**Source data:**
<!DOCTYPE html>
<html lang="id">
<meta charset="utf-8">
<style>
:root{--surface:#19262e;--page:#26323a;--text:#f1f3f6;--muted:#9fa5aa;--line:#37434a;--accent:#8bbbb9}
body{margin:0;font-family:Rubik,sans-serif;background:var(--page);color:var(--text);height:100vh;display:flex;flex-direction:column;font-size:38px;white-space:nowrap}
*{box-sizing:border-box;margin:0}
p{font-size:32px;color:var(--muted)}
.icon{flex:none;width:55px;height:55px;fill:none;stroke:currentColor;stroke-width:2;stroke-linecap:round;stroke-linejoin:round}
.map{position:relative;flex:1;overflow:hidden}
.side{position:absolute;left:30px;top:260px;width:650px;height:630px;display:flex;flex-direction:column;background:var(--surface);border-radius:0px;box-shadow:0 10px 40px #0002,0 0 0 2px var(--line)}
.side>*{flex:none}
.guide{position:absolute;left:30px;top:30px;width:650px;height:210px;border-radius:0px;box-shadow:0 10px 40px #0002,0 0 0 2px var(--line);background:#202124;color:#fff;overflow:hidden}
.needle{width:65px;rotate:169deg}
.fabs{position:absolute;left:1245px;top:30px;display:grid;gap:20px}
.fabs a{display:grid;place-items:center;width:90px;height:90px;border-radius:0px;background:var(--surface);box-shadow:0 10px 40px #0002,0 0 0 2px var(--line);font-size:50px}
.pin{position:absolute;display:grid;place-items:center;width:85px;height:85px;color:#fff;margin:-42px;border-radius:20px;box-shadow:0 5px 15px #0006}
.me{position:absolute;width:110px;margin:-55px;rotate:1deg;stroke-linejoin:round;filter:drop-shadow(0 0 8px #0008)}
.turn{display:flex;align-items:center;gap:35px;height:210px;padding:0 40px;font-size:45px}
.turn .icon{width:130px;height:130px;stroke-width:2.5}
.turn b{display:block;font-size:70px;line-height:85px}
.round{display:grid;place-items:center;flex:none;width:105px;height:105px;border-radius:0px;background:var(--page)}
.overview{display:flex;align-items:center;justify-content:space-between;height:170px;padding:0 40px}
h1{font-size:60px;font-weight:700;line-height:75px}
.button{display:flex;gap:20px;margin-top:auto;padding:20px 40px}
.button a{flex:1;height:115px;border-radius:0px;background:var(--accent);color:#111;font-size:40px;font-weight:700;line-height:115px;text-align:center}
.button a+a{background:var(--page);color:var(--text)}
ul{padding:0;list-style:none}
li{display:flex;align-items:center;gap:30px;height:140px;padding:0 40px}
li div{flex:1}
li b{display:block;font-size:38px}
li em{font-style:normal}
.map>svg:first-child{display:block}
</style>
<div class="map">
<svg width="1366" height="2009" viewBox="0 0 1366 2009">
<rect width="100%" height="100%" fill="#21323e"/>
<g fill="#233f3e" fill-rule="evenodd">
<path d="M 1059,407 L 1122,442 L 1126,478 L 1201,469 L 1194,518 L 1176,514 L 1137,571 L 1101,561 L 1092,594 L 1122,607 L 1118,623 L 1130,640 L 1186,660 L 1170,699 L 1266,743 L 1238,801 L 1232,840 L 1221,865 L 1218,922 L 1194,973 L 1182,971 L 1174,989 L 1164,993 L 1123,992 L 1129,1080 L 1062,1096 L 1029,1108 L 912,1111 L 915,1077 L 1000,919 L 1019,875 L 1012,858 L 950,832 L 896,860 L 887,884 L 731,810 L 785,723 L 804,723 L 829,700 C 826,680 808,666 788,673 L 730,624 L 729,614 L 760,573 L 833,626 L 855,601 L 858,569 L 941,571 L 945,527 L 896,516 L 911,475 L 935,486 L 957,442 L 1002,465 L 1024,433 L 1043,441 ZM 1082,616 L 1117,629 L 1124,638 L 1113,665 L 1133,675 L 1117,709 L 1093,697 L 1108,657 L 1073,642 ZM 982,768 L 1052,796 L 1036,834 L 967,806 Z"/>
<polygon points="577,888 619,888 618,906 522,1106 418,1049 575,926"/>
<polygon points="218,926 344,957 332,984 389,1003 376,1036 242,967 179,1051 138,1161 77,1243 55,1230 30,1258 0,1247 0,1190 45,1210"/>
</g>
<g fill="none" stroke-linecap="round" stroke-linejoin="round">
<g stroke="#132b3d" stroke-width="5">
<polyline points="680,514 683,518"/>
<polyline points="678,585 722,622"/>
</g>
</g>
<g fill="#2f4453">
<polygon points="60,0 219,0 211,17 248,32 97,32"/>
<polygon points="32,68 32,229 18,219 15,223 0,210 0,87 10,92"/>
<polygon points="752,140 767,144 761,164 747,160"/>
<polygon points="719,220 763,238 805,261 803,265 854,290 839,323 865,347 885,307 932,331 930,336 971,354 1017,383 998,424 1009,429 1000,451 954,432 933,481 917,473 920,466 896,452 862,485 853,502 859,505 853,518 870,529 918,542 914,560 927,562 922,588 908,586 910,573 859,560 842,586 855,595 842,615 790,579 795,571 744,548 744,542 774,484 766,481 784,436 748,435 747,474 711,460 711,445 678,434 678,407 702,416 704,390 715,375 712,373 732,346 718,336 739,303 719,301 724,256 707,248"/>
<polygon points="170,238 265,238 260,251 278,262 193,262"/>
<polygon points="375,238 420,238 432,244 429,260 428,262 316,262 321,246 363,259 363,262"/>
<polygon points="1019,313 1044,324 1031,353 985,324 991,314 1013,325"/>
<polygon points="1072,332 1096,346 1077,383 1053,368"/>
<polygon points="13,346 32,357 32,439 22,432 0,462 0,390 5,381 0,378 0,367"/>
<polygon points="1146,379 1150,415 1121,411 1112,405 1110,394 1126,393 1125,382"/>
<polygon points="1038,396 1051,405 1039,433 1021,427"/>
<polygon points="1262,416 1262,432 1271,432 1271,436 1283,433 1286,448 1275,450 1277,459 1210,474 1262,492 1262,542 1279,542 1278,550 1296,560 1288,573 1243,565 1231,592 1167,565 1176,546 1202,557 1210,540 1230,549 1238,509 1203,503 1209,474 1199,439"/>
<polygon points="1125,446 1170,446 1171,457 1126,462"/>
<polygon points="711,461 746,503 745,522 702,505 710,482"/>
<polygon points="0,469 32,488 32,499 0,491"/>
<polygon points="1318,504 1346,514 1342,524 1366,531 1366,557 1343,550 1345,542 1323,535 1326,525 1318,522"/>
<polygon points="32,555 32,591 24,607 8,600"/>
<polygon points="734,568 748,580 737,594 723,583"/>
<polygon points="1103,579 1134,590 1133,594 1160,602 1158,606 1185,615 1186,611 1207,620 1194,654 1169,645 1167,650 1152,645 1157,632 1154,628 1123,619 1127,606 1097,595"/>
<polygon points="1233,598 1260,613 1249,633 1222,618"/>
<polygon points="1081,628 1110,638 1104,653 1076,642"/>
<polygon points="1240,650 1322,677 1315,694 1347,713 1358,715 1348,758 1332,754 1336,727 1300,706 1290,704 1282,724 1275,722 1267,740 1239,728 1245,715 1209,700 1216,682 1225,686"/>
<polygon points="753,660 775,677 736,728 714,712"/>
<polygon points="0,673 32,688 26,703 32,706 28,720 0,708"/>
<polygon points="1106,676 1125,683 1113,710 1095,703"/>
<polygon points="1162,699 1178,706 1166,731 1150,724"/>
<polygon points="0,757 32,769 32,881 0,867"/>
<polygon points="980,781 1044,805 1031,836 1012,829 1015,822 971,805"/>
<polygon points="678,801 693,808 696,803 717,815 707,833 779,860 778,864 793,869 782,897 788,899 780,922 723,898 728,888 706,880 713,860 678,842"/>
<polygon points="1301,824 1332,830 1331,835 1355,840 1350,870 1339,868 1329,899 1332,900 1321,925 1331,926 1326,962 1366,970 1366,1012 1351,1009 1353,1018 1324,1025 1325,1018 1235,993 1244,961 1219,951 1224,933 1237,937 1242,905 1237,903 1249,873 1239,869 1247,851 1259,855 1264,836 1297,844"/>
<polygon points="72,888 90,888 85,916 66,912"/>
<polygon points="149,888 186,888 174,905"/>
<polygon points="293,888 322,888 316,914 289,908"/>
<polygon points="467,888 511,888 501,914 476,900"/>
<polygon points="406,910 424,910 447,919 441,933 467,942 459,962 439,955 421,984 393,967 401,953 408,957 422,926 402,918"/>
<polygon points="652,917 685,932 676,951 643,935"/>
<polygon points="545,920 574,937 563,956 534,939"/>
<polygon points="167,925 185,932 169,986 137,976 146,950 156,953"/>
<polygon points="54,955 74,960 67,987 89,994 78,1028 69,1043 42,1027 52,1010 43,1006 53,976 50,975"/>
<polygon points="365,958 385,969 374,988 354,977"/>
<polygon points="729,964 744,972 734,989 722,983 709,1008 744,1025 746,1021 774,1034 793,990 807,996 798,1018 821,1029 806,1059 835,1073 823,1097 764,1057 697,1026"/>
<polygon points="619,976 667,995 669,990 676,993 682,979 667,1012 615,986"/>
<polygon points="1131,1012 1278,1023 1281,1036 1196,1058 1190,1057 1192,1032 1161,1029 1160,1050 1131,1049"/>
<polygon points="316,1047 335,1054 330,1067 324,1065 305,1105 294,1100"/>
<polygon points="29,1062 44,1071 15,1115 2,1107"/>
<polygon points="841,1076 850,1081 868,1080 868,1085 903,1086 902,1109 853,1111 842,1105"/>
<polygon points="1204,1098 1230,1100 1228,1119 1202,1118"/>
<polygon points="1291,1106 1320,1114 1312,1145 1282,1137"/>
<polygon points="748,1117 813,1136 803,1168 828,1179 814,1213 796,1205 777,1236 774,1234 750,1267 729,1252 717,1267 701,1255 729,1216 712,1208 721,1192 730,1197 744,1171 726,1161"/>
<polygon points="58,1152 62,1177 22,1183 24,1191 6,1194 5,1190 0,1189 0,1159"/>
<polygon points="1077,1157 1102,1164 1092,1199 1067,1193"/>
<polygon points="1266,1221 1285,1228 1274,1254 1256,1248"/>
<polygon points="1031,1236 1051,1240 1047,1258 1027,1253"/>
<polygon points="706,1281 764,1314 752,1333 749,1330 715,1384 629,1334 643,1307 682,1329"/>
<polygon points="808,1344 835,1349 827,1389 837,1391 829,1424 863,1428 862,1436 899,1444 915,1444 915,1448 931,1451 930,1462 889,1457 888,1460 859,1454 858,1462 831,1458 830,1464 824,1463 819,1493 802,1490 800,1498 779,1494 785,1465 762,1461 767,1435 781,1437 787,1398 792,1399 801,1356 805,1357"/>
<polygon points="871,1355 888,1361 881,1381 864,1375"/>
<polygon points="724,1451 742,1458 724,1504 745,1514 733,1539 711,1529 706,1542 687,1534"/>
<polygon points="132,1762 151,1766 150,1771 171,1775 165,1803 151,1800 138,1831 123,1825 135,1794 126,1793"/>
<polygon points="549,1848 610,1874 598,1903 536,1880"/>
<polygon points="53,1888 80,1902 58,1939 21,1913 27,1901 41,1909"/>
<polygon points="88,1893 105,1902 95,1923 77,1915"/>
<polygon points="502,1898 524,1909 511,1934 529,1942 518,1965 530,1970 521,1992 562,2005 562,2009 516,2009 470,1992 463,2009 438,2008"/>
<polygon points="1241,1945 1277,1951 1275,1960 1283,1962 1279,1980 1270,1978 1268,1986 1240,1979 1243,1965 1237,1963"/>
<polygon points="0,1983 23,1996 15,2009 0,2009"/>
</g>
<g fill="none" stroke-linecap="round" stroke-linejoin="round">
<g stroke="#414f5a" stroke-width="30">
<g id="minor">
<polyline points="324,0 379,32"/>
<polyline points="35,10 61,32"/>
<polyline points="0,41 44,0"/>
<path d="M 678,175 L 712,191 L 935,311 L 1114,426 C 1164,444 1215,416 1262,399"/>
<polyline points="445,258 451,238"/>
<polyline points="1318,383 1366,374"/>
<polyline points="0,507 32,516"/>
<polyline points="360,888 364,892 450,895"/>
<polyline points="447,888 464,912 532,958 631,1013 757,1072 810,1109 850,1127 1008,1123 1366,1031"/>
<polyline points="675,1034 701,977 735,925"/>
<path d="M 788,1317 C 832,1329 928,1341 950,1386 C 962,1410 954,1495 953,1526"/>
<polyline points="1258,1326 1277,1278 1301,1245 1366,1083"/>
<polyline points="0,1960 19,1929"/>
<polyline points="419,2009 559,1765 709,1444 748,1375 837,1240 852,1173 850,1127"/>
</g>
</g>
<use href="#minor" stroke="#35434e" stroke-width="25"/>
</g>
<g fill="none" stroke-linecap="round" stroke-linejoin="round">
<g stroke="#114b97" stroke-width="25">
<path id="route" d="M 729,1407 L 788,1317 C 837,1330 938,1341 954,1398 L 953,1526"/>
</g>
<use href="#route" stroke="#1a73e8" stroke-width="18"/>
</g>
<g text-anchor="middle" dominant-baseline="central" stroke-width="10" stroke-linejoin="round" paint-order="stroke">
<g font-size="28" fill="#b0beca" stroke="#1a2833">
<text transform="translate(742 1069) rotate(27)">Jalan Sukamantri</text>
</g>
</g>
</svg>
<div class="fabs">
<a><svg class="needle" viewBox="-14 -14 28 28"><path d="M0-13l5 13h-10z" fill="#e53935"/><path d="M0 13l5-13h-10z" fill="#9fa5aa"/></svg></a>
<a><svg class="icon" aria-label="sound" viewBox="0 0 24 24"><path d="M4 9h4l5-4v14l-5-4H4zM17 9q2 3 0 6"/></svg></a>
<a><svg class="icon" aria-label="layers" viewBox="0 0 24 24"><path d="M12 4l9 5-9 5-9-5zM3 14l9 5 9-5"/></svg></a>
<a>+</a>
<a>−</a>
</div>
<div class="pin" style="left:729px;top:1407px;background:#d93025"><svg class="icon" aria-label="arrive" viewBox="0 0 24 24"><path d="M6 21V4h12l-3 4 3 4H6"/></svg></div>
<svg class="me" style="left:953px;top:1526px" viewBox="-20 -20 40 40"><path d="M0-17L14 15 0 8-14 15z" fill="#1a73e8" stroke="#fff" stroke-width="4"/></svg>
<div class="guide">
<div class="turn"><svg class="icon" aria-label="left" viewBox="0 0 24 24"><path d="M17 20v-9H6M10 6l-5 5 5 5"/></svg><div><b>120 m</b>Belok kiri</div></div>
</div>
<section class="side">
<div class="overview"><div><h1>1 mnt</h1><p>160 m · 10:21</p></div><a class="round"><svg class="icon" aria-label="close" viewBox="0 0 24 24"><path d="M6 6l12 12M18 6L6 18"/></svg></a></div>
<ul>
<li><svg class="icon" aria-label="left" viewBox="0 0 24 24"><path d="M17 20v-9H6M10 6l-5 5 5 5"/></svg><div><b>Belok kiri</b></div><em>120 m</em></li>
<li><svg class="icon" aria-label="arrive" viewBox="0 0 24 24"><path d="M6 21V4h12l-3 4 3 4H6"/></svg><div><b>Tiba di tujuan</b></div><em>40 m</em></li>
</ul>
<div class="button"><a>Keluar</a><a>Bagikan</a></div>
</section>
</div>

**The problem:** Locate the lines above that contain "column" and copy them.

**Expected answer:**
body{margin:0;font-family:Rubik,sans-serif;background:var(--page);color:var(--text);height:100vh;display:flex;flex-direction:column;font-size:38px;white-space:nowrap}
.side{position:absolute;left:30px;top:260px;width:650px;height:630px;display:flex;flex-direction:column;background:var(--surface);border-radius:0px;box-shadow:0 10px 40px #0002,0 0 0 2px var(--line)}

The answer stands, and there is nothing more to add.